TASK:
Beginning at the line that includes "fill(education, '#dadad3');", print each remaining line of the data word for word. Output nothing else.

Collected data:
:::::

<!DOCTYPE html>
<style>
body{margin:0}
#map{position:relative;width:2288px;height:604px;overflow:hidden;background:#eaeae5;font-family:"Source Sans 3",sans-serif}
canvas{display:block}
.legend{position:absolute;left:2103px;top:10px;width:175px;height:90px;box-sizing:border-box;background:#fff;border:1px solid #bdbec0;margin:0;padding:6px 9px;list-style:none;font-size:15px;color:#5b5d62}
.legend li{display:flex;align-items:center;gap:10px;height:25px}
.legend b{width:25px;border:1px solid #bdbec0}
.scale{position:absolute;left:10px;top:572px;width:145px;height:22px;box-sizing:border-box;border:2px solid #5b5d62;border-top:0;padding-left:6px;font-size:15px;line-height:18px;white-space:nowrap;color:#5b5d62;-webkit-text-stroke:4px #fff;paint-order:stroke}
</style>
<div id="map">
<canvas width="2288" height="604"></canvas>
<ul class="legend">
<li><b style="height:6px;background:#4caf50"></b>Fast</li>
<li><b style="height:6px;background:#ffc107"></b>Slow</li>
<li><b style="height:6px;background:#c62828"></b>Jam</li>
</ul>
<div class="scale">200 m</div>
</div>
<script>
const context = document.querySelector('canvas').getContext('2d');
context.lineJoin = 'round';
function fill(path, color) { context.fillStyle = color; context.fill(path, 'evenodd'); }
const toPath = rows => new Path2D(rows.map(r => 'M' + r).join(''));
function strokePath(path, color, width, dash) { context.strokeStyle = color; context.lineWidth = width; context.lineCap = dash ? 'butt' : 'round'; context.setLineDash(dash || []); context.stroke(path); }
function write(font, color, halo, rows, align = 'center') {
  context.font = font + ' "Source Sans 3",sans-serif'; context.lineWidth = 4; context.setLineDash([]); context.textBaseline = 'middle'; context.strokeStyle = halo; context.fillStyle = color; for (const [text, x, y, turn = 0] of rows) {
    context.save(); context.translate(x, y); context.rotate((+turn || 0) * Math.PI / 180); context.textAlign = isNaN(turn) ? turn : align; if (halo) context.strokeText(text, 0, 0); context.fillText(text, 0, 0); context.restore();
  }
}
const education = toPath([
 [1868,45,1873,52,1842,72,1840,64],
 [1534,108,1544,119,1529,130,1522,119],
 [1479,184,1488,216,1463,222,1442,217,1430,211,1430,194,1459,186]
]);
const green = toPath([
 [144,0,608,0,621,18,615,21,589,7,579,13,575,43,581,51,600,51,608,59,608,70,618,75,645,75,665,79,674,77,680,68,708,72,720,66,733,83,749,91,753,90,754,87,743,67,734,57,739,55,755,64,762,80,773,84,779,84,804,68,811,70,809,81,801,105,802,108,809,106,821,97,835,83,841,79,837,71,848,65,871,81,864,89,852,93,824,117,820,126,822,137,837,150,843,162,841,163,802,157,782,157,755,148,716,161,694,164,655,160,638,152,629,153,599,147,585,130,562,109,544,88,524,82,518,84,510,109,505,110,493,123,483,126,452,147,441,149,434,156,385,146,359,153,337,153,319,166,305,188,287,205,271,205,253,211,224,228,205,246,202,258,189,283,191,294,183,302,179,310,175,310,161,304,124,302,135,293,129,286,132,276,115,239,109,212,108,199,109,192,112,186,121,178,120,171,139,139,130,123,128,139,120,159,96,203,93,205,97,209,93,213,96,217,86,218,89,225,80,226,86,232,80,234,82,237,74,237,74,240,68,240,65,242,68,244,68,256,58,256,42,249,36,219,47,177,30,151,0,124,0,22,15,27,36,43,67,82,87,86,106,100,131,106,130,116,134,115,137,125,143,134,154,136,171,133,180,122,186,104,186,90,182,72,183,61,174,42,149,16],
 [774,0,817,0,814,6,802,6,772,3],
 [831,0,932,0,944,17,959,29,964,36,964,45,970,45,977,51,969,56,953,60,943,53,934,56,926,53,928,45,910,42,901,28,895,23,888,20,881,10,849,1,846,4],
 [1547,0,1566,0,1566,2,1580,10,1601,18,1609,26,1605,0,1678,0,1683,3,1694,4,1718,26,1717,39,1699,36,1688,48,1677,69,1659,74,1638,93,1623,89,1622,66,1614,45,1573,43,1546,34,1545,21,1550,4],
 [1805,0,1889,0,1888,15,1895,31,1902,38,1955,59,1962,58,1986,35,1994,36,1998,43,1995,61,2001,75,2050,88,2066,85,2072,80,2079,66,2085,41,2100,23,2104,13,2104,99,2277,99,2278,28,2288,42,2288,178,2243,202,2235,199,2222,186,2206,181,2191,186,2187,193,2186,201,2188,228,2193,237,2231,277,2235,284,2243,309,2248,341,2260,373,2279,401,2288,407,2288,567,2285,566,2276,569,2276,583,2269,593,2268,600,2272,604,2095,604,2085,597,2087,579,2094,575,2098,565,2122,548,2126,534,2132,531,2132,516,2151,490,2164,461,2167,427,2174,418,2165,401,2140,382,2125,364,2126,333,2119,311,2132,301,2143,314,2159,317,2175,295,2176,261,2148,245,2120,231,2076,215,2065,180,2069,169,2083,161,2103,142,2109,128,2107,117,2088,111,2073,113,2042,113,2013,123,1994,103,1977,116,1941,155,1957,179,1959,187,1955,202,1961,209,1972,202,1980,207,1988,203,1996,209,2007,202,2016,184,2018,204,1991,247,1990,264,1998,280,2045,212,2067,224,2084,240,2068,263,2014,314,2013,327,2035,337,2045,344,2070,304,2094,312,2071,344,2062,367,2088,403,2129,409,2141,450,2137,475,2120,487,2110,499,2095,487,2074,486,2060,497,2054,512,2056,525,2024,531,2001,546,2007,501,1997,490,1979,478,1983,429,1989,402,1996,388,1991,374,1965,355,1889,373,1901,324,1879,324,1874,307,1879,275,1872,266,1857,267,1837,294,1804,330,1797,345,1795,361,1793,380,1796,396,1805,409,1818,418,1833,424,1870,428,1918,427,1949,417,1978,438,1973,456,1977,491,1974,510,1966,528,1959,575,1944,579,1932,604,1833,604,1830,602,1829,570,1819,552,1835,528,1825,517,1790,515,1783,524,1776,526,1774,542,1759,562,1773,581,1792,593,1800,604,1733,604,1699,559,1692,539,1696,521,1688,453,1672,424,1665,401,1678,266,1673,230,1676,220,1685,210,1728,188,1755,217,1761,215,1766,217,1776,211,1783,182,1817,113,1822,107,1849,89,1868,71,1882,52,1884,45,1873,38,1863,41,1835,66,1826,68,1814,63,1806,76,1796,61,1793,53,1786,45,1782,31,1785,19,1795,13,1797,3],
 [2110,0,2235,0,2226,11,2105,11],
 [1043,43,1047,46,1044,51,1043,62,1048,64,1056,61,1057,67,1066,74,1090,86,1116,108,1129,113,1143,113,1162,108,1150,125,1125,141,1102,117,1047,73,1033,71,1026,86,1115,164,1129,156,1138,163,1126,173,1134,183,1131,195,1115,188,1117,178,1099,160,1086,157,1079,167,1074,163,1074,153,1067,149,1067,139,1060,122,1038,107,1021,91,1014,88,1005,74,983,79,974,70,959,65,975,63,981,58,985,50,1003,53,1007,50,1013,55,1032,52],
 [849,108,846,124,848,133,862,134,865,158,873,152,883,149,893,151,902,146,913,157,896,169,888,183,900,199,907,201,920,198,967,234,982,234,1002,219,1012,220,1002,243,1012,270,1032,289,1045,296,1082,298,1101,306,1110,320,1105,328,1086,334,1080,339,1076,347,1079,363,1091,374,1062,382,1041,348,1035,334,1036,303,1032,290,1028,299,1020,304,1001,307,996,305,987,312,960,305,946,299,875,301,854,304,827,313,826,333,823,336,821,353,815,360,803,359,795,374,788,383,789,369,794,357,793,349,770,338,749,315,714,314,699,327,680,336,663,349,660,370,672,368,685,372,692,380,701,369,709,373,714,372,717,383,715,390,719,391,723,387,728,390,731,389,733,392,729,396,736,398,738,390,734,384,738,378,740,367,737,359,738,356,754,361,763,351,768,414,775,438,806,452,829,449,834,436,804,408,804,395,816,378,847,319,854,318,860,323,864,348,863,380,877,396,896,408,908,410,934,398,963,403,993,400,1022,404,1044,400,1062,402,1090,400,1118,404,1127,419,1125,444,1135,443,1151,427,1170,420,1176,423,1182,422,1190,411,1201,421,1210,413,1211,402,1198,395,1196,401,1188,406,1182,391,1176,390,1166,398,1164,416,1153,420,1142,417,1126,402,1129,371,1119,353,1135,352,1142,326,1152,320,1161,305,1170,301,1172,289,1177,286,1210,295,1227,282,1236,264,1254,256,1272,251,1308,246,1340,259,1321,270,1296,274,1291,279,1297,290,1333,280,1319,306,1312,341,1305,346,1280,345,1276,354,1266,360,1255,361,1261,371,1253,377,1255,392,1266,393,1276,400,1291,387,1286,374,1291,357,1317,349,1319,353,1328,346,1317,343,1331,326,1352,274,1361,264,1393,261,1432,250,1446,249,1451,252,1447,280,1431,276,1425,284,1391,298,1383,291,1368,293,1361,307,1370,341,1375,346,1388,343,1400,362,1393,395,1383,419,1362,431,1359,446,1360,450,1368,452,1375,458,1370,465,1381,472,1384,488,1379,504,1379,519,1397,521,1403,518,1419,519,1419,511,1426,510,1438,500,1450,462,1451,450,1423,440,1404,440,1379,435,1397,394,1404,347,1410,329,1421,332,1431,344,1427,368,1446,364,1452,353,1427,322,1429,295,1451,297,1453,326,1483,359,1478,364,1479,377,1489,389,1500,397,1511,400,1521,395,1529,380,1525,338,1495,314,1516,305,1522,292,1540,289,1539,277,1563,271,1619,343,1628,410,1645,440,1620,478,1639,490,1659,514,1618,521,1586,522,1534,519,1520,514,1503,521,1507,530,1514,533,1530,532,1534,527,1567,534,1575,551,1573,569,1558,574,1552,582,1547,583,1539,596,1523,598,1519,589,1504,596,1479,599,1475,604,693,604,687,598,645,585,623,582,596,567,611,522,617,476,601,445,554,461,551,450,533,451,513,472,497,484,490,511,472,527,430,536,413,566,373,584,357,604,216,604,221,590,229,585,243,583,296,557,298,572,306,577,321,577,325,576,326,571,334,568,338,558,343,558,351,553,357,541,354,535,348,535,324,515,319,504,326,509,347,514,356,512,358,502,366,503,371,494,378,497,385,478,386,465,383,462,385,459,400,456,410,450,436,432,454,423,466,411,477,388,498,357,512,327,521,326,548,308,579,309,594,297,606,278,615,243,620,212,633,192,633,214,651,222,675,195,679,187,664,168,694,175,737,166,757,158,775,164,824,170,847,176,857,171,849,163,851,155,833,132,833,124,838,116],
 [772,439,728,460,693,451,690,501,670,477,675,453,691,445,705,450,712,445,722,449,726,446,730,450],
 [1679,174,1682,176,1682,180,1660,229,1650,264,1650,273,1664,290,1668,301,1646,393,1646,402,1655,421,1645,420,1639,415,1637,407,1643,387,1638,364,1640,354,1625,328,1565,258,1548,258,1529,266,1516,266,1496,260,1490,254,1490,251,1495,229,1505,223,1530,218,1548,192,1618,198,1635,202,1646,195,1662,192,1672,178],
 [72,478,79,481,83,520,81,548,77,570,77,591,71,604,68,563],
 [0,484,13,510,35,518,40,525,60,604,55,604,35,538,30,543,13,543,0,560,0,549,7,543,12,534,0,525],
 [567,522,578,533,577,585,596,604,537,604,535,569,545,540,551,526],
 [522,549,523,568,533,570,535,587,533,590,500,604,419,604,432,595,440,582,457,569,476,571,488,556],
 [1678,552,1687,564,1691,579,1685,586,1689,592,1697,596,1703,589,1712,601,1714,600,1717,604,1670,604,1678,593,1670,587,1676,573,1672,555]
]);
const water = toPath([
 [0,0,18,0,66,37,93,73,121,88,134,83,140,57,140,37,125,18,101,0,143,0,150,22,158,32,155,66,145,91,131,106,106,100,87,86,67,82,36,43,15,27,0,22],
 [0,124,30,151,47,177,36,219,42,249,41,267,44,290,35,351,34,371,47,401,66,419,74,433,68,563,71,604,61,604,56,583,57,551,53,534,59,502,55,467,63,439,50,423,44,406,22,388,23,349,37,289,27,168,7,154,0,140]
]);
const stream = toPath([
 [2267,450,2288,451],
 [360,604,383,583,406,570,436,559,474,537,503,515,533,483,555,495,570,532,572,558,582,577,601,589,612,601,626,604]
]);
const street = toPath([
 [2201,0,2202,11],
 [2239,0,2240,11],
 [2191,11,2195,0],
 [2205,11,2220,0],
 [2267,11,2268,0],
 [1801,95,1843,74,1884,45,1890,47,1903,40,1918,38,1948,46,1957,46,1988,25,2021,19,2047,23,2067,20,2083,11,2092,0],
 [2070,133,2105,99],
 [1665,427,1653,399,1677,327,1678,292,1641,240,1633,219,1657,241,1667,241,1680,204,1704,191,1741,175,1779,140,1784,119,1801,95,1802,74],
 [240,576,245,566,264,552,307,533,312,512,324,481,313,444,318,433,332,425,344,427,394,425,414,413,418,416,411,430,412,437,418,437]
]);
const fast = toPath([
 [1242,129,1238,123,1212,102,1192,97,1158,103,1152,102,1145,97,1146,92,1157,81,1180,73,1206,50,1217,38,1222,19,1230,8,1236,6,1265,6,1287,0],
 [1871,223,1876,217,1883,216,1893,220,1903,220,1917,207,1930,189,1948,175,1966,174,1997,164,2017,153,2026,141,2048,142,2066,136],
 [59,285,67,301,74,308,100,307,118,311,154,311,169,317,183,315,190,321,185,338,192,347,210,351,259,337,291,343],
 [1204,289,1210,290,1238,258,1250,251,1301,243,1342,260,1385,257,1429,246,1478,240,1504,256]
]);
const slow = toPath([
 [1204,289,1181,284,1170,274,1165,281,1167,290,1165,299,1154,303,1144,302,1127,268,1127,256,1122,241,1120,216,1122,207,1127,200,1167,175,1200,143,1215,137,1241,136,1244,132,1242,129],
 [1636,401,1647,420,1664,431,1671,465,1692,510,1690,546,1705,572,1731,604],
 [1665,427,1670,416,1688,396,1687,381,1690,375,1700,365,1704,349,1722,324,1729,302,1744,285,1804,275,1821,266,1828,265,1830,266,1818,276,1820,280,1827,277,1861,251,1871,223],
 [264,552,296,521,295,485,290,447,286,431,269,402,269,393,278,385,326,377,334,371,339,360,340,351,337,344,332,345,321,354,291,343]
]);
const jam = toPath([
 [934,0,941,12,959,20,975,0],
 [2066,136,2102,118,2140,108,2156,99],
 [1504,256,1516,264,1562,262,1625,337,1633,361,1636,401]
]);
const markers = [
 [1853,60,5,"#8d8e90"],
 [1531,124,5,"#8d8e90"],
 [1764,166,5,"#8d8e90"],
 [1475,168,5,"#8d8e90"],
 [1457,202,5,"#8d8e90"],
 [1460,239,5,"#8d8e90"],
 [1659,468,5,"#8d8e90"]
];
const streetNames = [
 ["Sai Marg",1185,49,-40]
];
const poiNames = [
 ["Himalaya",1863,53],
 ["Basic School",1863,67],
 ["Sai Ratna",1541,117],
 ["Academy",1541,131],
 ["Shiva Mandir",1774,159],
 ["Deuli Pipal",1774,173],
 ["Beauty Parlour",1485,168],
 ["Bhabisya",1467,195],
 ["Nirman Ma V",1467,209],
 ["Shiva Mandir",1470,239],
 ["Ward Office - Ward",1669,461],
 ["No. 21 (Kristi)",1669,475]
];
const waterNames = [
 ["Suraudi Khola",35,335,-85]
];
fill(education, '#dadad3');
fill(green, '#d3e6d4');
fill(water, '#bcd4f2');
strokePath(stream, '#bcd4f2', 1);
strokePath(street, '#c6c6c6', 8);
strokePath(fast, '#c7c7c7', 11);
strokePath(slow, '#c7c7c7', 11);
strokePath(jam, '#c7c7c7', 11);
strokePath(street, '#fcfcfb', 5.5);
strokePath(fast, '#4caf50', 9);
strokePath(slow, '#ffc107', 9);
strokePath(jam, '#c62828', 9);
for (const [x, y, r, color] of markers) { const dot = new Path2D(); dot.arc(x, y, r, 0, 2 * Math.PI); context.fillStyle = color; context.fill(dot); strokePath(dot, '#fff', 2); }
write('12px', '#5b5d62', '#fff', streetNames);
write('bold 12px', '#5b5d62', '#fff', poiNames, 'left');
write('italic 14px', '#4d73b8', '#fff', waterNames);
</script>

:::::

WRITTEN ANSWER:
fill(education, '#dadad3');
fill(green, '#d3e6d4');
fill(water, '#bcd4f2');
strokePath(stream, '#bcd4f2', 1);
strokePath(street, '#c6c6c6', 8);
strokePath(fast, '#c7c7c7', 11);
strokePath(slow, '#c7c7c7', 11);
strokePath(jam, '#c7c7c7', 11);
strokePath(street, '#fcfcfb', 5.5);
strokePath(fast, '#4caf50', 9);
strokePath(slow, '#ffc107', 9);
strokePath(jam, '#c62828', 9);
for (const [x, y, r, color] of markers) { const dot = new Path2D(); dot.arc(x, y, r, 0, 2 * Math.PI); context.fillStyle = color; context.fill(dot); strokePath(dot, '#fff', 2); }
write('12px', '#5b5d62', '#fff', streetNames);
write('bold 12px', '#5b5d62', '#fff', poiNames, 'left');
write('italic 14px', '#4d73b8', '#fff', waterNames);
</script>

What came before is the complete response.